Brody, who is the author of Sometimes You Have to Lie: The Life and Times of Louise Fitzhugh, Renegade Author of Harriet the Spy (Seal Press, 2020), says that once she began writing biographies in the early 2000s, Fitzhugh was high on her list of women whose lives intrigued her. But Brody only came to learn about the author and her ambitious protagonist nearly two decades after Harriet the Spy was originally published.

“I was hired to write an adaptation of Harriet the Spy for the Minneapolis Children’s Theatre company,” says Brody. “I remember reading the book through several times, stunned at how lucky I was—after all this time and the many ways our rendezvous might have gone awry—to find her.”

In the last five years, there have been nearly 30 productions of Brody’s adaptation of Harriet the Spy, helping hundreds of children participate in the imaginary world of Harriet and her friends.

When writing Fitzhugh’s biography over the span of three and a half years, Brody conducted 60 interviews and dedicated herself to learning about the author’s life and interests. Many of the milestones in Fitzhugh’s life align with Brody’s scholarship—Fitzhugh grew up in a segregated Memphis, Tennessee, and spent time in Greenwich Village, New York, and Paris in the 1950s; Brody studies the Civil Rights movement and 1960s counterculture. 

Sometimes You Have to Lie, which has been reviewed in The New York Times, Wall Street Journal, and Boston Globe, takes its title from a quote attributed to Harriet’s nanny, Ole Golly, who says, “sometimes you have to lie…but to yourself you must always tell the truth.”

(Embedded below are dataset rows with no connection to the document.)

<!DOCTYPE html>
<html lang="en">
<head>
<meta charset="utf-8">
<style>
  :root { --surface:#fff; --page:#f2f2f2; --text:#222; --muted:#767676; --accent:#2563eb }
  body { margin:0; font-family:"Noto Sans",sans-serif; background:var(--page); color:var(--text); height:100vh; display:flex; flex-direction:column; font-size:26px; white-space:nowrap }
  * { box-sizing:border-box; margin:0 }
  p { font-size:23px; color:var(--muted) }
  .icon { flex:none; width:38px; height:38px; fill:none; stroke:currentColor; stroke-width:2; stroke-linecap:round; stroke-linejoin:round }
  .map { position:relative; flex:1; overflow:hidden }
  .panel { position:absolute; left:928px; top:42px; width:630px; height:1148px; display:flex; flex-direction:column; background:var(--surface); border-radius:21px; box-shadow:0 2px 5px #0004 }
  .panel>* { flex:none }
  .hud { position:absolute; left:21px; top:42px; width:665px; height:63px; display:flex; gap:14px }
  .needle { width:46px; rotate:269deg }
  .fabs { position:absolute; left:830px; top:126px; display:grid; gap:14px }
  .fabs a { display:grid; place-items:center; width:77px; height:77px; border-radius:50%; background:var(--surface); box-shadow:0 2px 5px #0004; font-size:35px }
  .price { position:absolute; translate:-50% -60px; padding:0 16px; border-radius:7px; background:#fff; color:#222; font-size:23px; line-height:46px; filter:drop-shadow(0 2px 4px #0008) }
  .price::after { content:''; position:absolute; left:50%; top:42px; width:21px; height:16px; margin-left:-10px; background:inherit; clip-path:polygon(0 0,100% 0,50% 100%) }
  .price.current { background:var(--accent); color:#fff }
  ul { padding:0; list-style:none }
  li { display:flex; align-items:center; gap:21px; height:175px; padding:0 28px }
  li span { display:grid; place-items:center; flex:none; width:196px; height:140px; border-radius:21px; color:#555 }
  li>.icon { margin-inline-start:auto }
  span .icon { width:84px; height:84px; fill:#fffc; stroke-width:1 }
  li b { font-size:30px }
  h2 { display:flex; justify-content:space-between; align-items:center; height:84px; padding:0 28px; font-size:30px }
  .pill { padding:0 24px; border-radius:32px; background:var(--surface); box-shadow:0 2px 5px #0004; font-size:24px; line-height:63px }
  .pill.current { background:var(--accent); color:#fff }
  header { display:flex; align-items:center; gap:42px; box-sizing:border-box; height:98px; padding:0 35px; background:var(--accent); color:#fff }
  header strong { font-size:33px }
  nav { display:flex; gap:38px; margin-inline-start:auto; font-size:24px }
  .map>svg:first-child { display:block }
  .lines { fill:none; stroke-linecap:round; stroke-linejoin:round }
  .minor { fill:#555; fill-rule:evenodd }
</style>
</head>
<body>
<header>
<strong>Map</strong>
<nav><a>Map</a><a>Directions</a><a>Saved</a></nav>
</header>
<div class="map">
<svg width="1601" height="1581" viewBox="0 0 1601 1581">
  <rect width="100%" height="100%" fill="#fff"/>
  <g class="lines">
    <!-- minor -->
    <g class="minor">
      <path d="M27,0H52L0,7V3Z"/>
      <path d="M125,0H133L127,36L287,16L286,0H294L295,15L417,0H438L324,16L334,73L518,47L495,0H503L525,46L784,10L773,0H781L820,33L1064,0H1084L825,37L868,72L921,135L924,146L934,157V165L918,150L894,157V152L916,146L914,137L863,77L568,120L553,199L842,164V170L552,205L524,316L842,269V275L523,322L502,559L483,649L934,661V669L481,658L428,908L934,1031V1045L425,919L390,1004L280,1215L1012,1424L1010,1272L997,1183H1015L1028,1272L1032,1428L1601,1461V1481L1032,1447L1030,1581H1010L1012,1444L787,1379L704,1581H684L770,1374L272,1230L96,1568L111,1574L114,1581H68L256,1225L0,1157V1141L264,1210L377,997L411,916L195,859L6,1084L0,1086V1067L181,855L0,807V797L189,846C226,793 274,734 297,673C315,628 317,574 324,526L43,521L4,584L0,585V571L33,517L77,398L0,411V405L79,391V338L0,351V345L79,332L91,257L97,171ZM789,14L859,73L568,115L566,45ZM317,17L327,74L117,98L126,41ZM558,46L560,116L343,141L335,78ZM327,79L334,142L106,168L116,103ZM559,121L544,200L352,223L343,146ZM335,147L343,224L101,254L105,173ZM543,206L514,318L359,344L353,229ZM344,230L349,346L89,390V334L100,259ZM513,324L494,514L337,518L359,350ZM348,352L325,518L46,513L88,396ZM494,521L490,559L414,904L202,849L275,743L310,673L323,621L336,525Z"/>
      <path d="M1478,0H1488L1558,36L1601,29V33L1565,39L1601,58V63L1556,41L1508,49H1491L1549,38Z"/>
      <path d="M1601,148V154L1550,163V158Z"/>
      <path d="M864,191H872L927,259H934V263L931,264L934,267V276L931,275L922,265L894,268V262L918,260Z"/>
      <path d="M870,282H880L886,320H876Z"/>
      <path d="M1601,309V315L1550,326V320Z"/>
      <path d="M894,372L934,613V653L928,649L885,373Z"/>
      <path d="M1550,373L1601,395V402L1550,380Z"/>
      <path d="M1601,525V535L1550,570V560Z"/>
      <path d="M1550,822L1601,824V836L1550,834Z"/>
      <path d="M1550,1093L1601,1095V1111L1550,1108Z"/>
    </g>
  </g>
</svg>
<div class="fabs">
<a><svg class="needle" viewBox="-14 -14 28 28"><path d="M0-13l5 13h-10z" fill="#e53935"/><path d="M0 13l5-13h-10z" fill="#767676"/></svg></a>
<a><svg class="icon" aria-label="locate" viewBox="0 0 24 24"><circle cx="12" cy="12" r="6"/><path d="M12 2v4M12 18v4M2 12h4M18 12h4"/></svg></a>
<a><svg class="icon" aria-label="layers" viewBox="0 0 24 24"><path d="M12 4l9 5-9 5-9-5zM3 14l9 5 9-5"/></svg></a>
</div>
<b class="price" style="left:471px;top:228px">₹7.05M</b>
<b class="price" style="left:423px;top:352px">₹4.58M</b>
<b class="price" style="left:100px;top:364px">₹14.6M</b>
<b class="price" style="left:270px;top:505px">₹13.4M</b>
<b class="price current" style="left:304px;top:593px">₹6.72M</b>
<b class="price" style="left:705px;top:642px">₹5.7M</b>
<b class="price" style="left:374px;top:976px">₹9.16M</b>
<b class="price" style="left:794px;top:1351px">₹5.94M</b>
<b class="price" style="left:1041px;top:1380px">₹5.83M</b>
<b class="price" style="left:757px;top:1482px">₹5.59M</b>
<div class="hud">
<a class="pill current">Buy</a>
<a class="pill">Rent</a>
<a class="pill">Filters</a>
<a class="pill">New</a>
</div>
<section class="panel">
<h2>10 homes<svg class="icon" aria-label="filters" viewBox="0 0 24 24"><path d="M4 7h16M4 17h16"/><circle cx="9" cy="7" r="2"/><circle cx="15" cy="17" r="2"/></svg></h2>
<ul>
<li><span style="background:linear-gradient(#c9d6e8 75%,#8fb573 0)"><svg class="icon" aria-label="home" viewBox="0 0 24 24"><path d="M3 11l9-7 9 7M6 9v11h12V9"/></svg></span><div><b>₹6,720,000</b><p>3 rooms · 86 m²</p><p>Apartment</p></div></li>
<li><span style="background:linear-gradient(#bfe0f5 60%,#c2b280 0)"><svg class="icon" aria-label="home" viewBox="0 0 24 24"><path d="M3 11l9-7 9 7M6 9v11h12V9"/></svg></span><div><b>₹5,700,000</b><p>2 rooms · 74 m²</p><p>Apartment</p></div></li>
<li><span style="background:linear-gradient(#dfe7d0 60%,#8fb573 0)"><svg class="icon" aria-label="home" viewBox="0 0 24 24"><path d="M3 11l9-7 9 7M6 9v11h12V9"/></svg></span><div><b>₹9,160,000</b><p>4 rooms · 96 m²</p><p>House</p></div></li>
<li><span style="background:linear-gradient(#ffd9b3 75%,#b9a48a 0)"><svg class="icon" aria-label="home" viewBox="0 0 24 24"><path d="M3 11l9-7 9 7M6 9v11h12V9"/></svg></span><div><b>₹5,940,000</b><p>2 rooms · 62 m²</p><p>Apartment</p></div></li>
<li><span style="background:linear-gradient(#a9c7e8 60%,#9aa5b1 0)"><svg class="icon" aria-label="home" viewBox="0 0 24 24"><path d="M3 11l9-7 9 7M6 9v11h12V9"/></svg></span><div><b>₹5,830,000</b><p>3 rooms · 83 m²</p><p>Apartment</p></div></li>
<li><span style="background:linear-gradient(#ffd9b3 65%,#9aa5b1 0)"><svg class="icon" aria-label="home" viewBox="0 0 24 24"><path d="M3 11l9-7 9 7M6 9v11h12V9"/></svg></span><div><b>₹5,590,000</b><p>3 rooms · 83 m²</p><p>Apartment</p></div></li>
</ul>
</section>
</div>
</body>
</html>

“In her lifetime, Louise Fitzhugh was herself a truth teller and a realist,” says Brody. “She understood the ways the powerful connive to take advantage of defenseless individuals or marginalized groups. She recognized how children in particular are hostages to the ideological winds. Louise makes the case in all her books for children’s liberation, she provides life-preserving strategies that children may employ in their power struggle with adults. Lying is one time-honored tactic, self-reliance is another. In Louise Fitzhugh, imagination is central and has to be protected by any means necessary.”

Other author and scholars, whom Brody quotes speculate that Ole Golly’s advice may have grown from Fitzhugh’s own experiences as a young lesbian growing up in the South. KT Horning’s 2005  article in The Horn Book, for example, interprets Ole Golly’s advice as evidence of Louise’s embedded instructions to gay kids: You are not alone, come out when it is safe to do so.

Other parallels exist between Fitzhugh and her adolescent protagonist as well, Brody notes. “Charlotte Zolotow, one of the brilliant editors of Harriet the Spy, recognized Louise’s essential anti-authoritarian nature and gave excellent advice that, in some ways, probably helped her embed and preserve that distinct fierceness into the Harriet character,” Brody says. “If Louise had a driving philosophy, it was against any assertion of supremacy—white, male, heterosexual, abstract abstractionist, or garden-variety pomposity—and for the protection of vulnerable people among whom she counted misunderstood artists and misfit children.”

Brody notes Fitzhugh was brought up with the conventional argument that small fibs lubricated social relations and that, in many circumstances, it was kinder to lie. A girl especially needed to calculate the odds in an unforgiving social code that could turn a misunderstanding into a lifetime grievance.  “In adolescence, when Louise realized that she was a lesbian, she also came to understand the risks attending exposure: condemnation by family, denunciation by religion, punishment by state and federal laws,” Brody says. “She’d have to bide her time and keep her nerve until escape to a freer place was possible.”

The staying power and continued popularity of Harriet the Spy speaks to Fitzhugh’s talent and the relevance of Brody’s book. “There is, in particular, much to be said for the self-reliance and self-respect that the gleeful Harriet has gained by the end of her book,” Brody says. “She has shown free-thinking children they can be happy as themselves, while her truth-telling has launched a million diarists. That’s the legacy for which so many readers love her, and why they fondly remember their Harriet experience.”